### About this task
Check each line of the entries below for the word "position", and copy out the ones that have it.

### Dataset content
————————

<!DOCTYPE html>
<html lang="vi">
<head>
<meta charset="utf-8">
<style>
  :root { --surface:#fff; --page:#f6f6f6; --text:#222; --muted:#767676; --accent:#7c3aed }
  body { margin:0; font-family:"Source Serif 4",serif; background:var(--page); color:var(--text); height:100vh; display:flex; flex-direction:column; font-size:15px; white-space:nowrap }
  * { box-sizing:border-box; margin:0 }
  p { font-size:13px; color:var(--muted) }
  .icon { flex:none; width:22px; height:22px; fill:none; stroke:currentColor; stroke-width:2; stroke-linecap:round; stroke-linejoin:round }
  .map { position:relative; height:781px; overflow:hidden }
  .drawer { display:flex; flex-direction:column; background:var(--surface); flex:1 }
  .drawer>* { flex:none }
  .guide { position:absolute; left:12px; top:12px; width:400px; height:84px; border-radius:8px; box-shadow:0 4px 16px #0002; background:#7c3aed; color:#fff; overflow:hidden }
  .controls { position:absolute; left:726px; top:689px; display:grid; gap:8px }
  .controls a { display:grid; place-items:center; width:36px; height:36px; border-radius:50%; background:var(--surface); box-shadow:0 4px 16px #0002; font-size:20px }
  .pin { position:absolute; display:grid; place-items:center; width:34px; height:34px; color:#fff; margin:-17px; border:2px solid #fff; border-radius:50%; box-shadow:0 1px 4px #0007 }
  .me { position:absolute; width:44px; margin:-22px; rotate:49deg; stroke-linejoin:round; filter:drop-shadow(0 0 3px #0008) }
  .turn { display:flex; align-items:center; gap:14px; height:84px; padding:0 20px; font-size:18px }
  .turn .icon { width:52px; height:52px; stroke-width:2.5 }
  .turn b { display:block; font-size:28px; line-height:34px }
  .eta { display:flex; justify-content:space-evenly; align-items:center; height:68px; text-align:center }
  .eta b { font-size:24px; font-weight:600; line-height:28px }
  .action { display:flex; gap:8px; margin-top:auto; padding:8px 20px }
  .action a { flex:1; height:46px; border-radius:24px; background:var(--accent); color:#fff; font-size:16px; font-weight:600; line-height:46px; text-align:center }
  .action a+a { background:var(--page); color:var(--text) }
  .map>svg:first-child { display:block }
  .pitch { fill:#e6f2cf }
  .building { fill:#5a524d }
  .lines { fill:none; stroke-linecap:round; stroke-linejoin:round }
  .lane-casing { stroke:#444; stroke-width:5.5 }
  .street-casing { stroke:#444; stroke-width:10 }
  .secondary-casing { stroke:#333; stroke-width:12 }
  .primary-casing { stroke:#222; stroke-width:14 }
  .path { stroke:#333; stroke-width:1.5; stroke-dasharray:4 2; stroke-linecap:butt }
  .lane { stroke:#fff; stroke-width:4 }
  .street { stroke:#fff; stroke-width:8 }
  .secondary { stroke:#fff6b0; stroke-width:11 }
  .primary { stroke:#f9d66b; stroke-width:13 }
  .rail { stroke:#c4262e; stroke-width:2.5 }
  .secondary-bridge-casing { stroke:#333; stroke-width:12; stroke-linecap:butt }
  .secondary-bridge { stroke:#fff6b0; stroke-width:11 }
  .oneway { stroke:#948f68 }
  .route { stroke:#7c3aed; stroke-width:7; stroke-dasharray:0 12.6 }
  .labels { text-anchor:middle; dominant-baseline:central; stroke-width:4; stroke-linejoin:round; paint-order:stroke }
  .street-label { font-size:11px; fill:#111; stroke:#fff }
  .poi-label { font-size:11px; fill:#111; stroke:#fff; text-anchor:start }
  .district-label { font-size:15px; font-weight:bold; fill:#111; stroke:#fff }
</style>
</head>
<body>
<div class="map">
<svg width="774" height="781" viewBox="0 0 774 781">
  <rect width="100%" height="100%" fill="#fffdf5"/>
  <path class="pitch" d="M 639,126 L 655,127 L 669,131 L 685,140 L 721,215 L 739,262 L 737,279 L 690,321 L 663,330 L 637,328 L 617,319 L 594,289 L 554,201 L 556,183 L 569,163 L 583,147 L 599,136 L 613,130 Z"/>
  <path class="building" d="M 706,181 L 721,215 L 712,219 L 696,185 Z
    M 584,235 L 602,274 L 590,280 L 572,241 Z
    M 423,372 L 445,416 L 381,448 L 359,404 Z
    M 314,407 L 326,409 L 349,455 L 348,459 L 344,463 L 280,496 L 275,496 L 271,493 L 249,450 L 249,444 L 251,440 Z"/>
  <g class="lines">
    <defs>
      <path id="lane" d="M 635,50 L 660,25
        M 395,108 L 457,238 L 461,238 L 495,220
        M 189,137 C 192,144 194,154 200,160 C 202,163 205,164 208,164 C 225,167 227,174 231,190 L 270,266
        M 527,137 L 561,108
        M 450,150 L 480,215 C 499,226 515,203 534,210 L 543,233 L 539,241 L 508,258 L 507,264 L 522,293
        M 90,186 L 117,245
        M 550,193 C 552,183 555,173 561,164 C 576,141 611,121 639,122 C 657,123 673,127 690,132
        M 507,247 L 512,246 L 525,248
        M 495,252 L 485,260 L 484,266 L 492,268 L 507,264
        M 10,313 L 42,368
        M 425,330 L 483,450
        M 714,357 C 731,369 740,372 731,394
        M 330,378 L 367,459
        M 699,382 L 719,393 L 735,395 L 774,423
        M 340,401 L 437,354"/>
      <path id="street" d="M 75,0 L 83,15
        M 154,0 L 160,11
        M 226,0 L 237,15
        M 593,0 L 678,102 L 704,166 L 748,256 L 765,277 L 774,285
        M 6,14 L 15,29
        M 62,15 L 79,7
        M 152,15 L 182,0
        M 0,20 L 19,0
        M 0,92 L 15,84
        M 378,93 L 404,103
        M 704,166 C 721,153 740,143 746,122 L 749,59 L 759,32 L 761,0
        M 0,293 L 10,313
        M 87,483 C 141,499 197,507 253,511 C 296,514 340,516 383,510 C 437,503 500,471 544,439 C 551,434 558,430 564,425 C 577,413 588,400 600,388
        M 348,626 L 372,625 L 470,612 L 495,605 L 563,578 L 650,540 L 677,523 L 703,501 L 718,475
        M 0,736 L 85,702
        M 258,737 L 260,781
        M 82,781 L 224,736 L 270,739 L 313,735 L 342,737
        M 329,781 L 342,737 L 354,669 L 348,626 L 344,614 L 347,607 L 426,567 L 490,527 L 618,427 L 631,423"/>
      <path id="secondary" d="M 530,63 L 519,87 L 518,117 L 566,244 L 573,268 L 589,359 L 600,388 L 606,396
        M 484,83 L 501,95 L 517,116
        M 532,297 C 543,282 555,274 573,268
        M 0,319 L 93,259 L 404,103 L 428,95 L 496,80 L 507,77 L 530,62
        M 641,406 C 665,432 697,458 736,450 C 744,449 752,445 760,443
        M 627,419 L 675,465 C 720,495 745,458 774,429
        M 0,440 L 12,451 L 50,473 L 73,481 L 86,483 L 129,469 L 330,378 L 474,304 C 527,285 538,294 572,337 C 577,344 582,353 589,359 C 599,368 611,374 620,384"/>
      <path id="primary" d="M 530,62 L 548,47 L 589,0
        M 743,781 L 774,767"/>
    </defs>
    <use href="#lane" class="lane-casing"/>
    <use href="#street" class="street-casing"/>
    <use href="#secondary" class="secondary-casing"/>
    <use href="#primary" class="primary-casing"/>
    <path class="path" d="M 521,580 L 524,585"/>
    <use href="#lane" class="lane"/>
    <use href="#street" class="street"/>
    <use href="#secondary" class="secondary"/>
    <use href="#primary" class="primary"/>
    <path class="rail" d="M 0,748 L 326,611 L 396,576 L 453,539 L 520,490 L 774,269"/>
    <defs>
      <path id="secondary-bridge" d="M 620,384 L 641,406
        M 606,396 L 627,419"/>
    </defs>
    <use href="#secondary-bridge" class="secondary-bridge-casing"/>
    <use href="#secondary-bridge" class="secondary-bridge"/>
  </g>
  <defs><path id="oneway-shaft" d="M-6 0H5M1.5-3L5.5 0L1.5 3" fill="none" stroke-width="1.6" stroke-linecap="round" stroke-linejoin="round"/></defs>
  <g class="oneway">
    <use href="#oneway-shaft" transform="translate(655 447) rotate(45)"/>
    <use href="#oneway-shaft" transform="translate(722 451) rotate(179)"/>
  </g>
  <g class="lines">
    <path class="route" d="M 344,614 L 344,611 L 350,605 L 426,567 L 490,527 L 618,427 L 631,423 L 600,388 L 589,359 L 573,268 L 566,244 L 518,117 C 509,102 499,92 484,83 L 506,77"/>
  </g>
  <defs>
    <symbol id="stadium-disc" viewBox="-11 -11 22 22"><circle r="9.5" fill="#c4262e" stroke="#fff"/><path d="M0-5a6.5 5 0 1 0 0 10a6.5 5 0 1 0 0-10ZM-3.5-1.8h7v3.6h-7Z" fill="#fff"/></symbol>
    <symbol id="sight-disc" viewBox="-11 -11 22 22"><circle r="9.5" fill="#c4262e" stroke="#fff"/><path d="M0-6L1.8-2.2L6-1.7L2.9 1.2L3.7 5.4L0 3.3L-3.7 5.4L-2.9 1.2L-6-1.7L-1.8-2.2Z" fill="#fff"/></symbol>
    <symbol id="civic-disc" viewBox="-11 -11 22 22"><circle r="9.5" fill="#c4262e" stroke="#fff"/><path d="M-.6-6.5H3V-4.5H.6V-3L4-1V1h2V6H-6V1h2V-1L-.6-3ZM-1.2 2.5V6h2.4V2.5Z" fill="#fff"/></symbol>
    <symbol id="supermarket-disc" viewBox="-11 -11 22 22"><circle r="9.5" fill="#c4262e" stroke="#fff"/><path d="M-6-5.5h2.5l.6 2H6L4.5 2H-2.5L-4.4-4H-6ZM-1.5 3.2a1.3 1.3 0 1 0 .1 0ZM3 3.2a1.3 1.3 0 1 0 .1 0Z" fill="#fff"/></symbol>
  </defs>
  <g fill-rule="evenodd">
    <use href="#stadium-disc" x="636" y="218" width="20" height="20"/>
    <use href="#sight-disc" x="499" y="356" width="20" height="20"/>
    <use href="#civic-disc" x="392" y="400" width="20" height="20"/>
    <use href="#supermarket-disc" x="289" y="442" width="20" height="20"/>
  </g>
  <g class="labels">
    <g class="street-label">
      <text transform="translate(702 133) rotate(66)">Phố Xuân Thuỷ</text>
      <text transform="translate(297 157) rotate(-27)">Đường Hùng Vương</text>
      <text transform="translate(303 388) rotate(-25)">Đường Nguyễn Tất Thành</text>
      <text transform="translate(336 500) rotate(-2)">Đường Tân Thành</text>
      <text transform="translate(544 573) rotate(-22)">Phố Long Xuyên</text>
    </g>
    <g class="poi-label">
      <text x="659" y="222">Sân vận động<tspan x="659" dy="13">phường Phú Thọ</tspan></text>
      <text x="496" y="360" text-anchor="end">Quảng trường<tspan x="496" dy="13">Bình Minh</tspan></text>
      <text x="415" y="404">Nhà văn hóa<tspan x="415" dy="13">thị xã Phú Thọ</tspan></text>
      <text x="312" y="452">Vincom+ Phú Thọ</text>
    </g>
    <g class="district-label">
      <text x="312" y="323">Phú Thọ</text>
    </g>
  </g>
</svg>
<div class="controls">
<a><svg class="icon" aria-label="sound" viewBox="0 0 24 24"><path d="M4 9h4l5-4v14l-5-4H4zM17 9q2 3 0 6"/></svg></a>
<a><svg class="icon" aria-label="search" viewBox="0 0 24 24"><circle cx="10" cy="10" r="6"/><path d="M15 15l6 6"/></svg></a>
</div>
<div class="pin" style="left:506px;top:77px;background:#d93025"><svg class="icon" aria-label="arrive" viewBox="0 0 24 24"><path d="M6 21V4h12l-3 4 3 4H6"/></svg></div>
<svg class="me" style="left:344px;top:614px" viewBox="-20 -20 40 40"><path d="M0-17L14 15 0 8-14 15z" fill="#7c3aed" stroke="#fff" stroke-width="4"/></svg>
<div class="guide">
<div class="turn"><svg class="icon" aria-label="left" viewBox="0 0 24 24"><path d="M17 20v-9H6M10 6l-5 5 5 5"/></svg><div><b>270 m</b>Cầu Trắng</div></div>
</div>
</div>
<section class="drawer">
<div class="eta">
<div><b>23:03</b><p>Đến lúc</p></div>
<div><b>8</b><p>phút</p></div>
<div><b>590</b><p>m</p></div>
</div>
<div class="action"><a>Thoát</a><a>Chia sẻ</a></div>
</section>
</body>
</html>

————————

### Output of the exercise
  .map { position:relative; height:781px; overflow:hidden }
  .guide { position:absolute; left:12px; top:12px; width:400px; height:84px; border-radius:8px; box-shadow:0 4px 16px #0002; background:#7c3aed; color:#fff; overflow:hidden }
  .controls { position:absolute; left:726px; top:689px; display:grid; gap:8px }
  .pin { position:absolute; display:grid; place-items:center; width:34px; height:34px; color:#fff; margin:-17px; border:2px solid #fff; border-radius:50%; box-shadow:0 1px 4px #0007 }
  .me { position:absolute; width:44px; margin:-22px; rotate:49deg; stroke-linejoin:round; filter:drop-shadow(0 0 3px #0008) }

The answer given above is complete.